A test asks “does this code do what I said it does.” An eval asks “do I agree with what this model decided.” The labelling step is where the actual product judgement gets pinned down. Until you’ve sat with thirty examples and written down what the right call would have been, you don’t have a product spec. You have a vague sense of one.

That’s why labelling has to come before the prompt. I tried it the other way the first time, and the prompt I wrote was a description of behaviour I hadn’t pinned down yet. Of course it produced a classifier that flinched.

What I’d do differently next time

If I were starting this project today, I’d:

Label 20-30 examples before writing a single line of classifier prompt.
Define the output schema by asking what columns I want in the labelling spreadsheet, not by asking what fields the model should produce.
Treat NEEDS_HUMAN (or any “ask a person” verdict) as a budget. If more than a small share of items land there, the classifier is failing, not deferring.
Refresh the harness when real-world inputs drift, not on a fixed cadence.

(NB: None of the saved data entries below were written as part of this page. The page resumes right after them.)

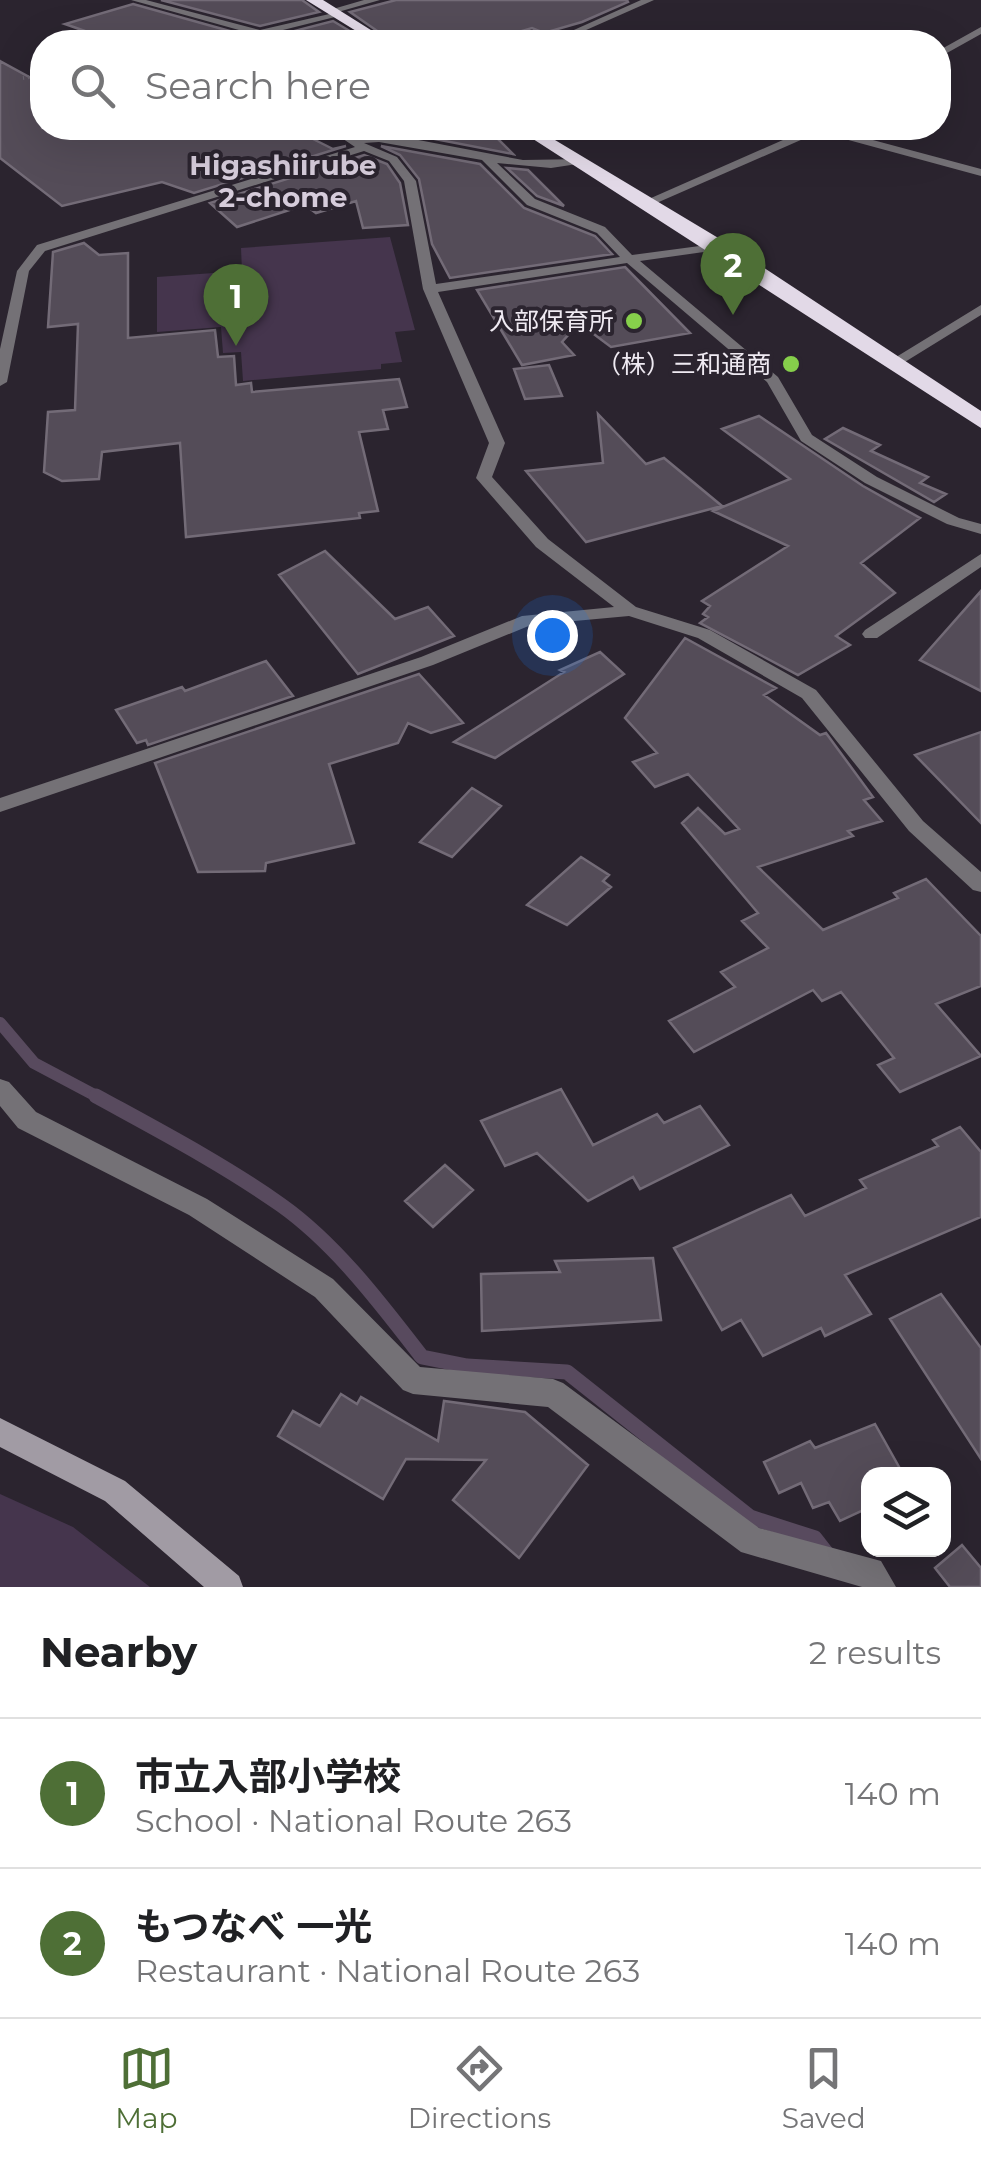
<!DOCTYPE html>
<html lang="en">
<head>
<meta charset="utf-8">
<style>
  :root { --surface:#fff; --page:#f6f6f6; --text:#202124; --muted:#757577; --line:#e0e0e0; --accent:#4e6f36 }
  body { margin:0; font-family:Montserrat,"Noto Sans JP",sans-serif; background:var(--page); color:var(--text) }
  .controls { position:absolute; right:30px; bottom:30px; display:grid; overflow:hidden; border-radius:20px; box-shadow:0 10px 40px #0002 }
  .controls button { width:90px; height:90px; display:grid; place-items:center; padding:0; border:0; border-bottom:2px solid var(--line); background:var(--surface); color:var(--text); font:50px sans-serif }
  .you { position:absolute; left:552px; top:635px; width:35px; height:35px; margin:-25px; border:8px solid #fff; border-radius:50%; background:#1a73e8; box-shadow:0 0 0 15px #1a73e833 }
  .badge { display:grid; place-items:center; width:65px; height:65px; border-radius:50%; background:var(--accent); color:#fff; font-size:32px; font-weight:700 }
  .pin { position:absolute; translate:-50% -82px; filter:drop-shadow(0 2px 5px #0008) }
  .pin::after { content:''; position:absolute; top:52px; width:35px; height:30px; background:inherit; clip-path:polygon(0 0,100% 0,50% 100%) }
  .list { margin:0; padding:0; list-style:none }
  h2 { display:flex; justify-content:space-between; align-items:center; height:130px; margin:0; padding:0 40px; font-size:42px }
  h2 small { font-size:32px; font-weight:400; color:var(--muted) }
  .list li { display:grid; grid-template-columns:65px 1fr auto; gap:30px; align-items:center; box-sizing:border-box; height:150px; padding:0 40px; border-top:2px solid var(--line) }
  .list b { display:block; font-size:38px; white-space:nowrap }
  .list p { margin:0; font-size:32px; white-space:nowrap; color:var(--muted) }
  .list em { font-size:32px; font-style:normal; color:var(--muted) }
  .icon { flex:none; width:55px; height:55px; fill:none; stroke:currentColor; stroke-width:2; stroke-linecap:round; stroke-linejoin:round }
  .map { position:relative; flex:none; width:981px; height:1587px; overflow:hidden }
  .search { position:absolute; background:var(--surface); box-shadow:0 10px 40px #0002; left:30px; right:30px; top:30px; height:110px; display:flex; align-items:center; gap:25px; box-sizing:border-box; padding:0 35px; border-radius:40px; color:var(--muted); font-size:38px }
  .sheet { height:430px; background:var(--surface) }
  nav { display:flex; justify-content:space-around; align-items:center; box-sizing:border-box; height:140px; border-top:2px solid var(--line); background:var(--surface); font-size:28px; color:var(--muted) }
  nav a { display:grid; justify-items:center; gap:5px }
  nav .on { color:var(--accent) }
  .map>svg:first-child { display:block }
</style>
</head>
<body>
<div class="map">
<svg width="981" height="1587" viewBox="0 0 981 1587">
  <rect width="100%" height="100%" fill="#2b242f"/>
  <path fill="#45354d" d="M 390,237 L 415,330 L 395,332 L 402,362 L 381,364 L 381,369 L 243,381 L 241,352 L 223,353 L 221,327 L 157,332 L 157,277 L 242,271 L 241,248 Z
    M 0,1494 L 73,1527 L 150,1587 L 0,1587 Z"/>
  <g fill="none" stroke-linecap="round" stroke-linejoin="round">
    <path stroke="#584a5e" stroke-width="12" d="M 0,1023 L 34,1063 L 100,1098"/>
    <path stroke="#584a5e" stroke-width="15" d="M 96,1096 C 158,1130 223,1164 281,1205 C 336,1244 381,1304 422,1357 L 467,1366 L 567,1372 L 750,1517 L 815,1538 L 829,1556"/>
  </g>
  <path fill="#544c58" stroke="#736b77" stroke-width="2.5" d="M 161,0 L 302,0 L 319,12 L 260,26 Z
    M 396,0 L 627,0 L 628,2 L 582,22 L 544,33 L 532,28 L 484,42 L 393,42 L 350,12 Z
    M 133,4 L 244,35 L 212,42 L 116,42 L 65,24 Z
    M 333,21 L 368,42 L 284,42 L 279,35 Z
    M 0,61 L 42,84 L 42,128 L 273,128 L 285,135 L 299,132 L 333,149 L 346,146 L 194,193 L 162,182 L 62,206 L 0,158 Z
    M 396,128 L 487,128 L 513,154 L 409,134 L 378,134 Z
    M 381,146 L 480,164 L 524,208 L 595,236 L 612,254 L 450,278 L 432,244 L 419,179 L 400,155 Z
    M 364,155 L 387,164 L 400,183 L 408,225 L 363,228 L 356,201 L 316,213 L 305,205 L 237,227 L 210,203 Z
    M 507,168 L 528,170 L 564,206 L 537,196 Z
    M 84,243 L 99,255 L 128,253 L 128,338 L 215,330 L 218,357 L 234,356 L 236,385 L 251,383 L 252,392 L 399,379 L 407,407 L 383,410 L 388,429 L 359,432 L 378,511 L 359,513 L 360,518 L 186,537 L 180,443 L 102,452 L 99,479 L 62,481 L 44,472 L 48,412 L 75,410 L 78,324 L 48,327 L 53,252 Z
    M 625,267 L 690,333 L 611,347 L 579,323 L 562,342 L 574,355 L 522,365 L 477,290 Z
    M 549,365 L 562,396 L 525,399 L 514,369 Z
    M 598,414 L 646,464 L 664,458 L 722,506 L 586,542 L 526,471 L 603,463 Z
    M 759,416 L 863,486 L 920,518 L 861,563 L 895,593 L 836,636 L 850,645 L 798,675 L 700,623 L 708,617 L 703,614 L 710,606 L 702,601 L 788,546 L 713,511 L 790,479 L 722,429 Z
    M 843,428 L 880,445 L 871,451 L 928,477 L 920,483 L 946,494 L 934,502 L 825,439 Z
    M 325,551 L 395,619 L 428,607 L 454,636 L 358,674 L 279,575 Z
    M 981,591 L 981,691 L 920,660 Z
    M 685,638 L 776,688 L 764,695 L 820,735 L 826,733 L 873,797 L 864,800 L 882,821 L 848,831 L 853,836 L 758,867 L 823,930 L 898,898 L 894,893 L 926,879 L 981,936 L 981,986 L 936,1004 L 981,1056 L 900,1092 L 878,1065 L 894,1058 L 841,992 L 822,1001 L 813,990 L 694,1052 L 669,1021 L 735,987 L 721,972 L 768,948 L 742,921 L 758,913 L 682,823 L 698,808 L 725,834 L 739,829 L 688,774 L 655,787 L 633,762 L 657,753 L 625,718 Z
    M 600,652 L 624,674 L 495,758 L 454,742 L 564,672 L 560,670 Z
    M 266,661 L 293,696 L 148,745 L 146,740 L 137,743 L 116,710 L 182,687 L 185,691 Z
    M 419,674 L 463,723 L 431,733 L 408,723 L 398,743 L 329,764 L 354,843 L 266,863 L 265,871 L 198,872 L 155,763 Z
    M 981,732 L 981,823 L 915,755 Z
    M 472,788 L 501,806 L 452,857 L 420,842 Z
    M 581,857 L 609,875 L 603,881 L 611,887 L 567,925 L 527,905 Z
    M 561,1089 L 593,1145 L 657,1114 L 664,1123 L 700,1106 L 729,1145 L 640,1189 L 633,1177 L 588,1201 L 537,1153 L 505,1166 L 481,1121 Z
    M 960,1127 L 981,1152 L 981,1217 L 845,1275 L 871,1314 L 825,1336 L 821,1328 L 763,1356 L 741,1320 L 722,1330 L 674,1248 L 791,1195 L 805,1216 L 866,1188 L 860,1180 L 938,1146 L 933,1140 Z
    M 445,1165 L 473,1190 L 433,1227 L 405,1201 Z
    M 653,1258 L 661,1320 L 482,1331 L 481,1274 L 560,1272 L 555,1261 Z
    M 941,1294 L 981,1348 L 981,1459 L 890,1319 Z
    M 341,1394 L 357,1404 L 361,1397 L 438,1441 L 444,1401 L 525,1412 L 588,1465 L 519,1558 L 453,1500 L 486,1460 L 406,1459 L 383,1499 L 278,1436 L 293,1411 L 320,1426 Z
    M 875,1424 L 903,1474 L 868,1474 L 868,1508 L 840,1521 L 829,1502 L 813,1508 L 801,1483 L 779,1493 L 764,1462 L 810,1441 L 815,1448 Z
    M 962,1545 L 981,1568 L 981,1587 L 950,1587 L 935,1568 Z"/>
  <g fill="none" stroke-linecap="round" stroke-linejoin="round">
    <path stroke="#6d6771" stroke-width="4" stroke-dasharray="1 4" stroke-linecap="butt" d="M 23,78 L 42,75"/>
    <path fill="#747176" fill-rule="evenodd" d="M 131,0 L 146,0 L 260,30 L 338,12 L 343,15 L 271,33 L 281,42 L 271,42 L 268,38 Z
      M 364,0 L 380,0 L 331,14 L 326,11 Z
      M 641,0 L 654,0 L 559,42 L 547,42 Z
      M 981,27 L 981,34 L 938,58 L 938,51 Z
      M 327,128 L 338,128 L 351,137 L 408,138 L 523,160 L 584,159 L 584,163 L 551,168 L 497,163 L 535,199 L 605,227 L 632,255 L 722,243 L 724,246 L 718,250 L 640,261 L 778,377 L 812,435 L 877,477 L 959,518 L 981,524 L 981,534 L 947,524 L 865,483 L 801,441 L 767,382 L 627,263 L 438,292 L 505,443 L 492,477 L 548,539 L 636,607 L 710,630 L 816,690 L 923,821 L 981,872 L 981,892 L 973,890 L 909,831 L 802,698 L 698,638 L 629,616 L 531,625 L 433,665 L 0,812 L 0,798 L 421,657 L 522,616 L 614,607 L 536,547 L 476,478 L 489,443 L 423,289 L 404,181 L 389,161 L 364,151 L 45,251 L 29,271 L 7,382 L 0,386 L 0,349 L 17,271 L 37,245 L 355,147 ZM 379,142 L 482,160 L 527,205 L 597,233 L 620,257 L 436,284 L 416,181 L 397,157 L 364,143 Z
      M 810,128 L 828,128 L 981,169 L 981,176 L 819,132 L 652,205 L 642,202 Z
      M 981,305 L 981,315 L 900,365 L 888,362 Z
      M 981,554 L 981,567 L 877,638 L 865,638 L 862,634 L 865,630 Z
      M 0,1079 L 9,1082 L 36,1112 L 207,1199 L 333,1279 L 420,1367 L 553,1379 L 563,1383 L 759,1528 L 881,1561 L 896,1587 L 862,1587 L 741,1552 L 548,1407 L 413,1394 L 403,1390 L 315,1297 L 189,1215 L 18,1128 L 0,1106 Z"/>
    <path fill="#a19ba4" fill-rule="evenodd" d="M 0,1418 L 125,1481 L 239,1576 L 243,1587 L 204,1587 L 105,1501 L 0,1447 Z"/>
    <path fill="#e2d9e7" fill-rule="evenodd" d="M 306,0 L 323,0 L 390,42 L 374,42 Z
      M 516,128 L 535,128 L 725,242 L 981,411 L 981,428 Z"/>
  </g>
  <g fill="#86cf4b" stroke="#2b242f" stroke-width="4">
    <circle cx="634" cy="321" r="10"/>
    <circle cx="791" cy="364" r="10"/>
  </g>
  <g text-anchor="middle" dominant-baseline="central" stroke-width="8" stroke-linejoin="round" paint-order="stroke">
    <g font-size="25" fill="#efeaf2" stroke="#2b242f" text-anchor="end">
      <text x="614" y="321">入部保育所</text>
      <text x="771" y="364">（株）三和通商</text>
    </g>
    <g font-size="28" font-weight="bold" fill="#d6ccdb" stroke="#2b242f">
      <text x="283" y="165">Higashiirube<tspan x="283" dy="32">2-chome</tspan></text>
    </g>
  </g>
</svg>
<div class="controls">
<button><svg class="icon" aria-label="layers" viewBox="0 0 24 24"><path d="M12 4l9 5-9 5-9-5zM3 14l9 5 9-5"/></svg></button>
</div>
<div class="you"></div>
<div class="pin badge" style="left:236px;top:346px">1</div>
<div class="pin badge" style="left:733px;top:315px">2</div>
<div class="search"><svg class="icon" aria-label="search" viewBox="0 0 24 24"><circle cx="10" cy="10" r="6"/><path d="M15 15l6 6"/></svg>Search here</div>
</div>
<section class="sheet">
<h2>Nearby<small>2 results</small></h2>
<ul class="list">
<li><span class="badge">1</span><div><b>市立入部小学校</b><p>School · National Route 263</p></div><em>140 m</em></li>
<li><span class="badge">2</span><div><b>もつなべ 一光</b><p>Restaurant · National Route 263</p></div><em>140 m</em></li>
</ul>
</section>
<nav>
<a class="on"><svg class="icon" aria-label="map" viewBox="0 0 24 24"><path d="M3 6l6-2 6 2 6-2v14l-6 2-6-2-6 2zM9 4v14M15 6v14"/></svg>Map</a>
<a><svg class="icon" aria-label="directions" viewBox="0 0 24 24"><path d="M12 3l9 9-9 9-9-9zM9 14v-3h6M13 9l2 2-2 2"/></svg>Directions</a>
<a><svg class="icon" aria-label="saved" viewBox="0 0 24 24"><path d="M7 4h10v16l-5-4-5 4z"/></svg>Saved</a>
</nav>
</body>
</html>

None of this is novel. It’s the eval discipline ML teams have been doing for years, and that I, in solo-dev land, had been quietly assuming I could skip.

I couldn’t.

What’s next

The next post in this thread will be the v2 design: the new schema, the per-thread decision log, and the first run of the candidate classifier against the 33-item harness. The interesting question isn’t “did v2 beat v1.” It’s whether the harness gives me strong enough signal to know.

I’m cautiously optimistic. But cautiously is doing a lot of work in that sentence, and the only thing licensing it is that this time, I’ll have numbers.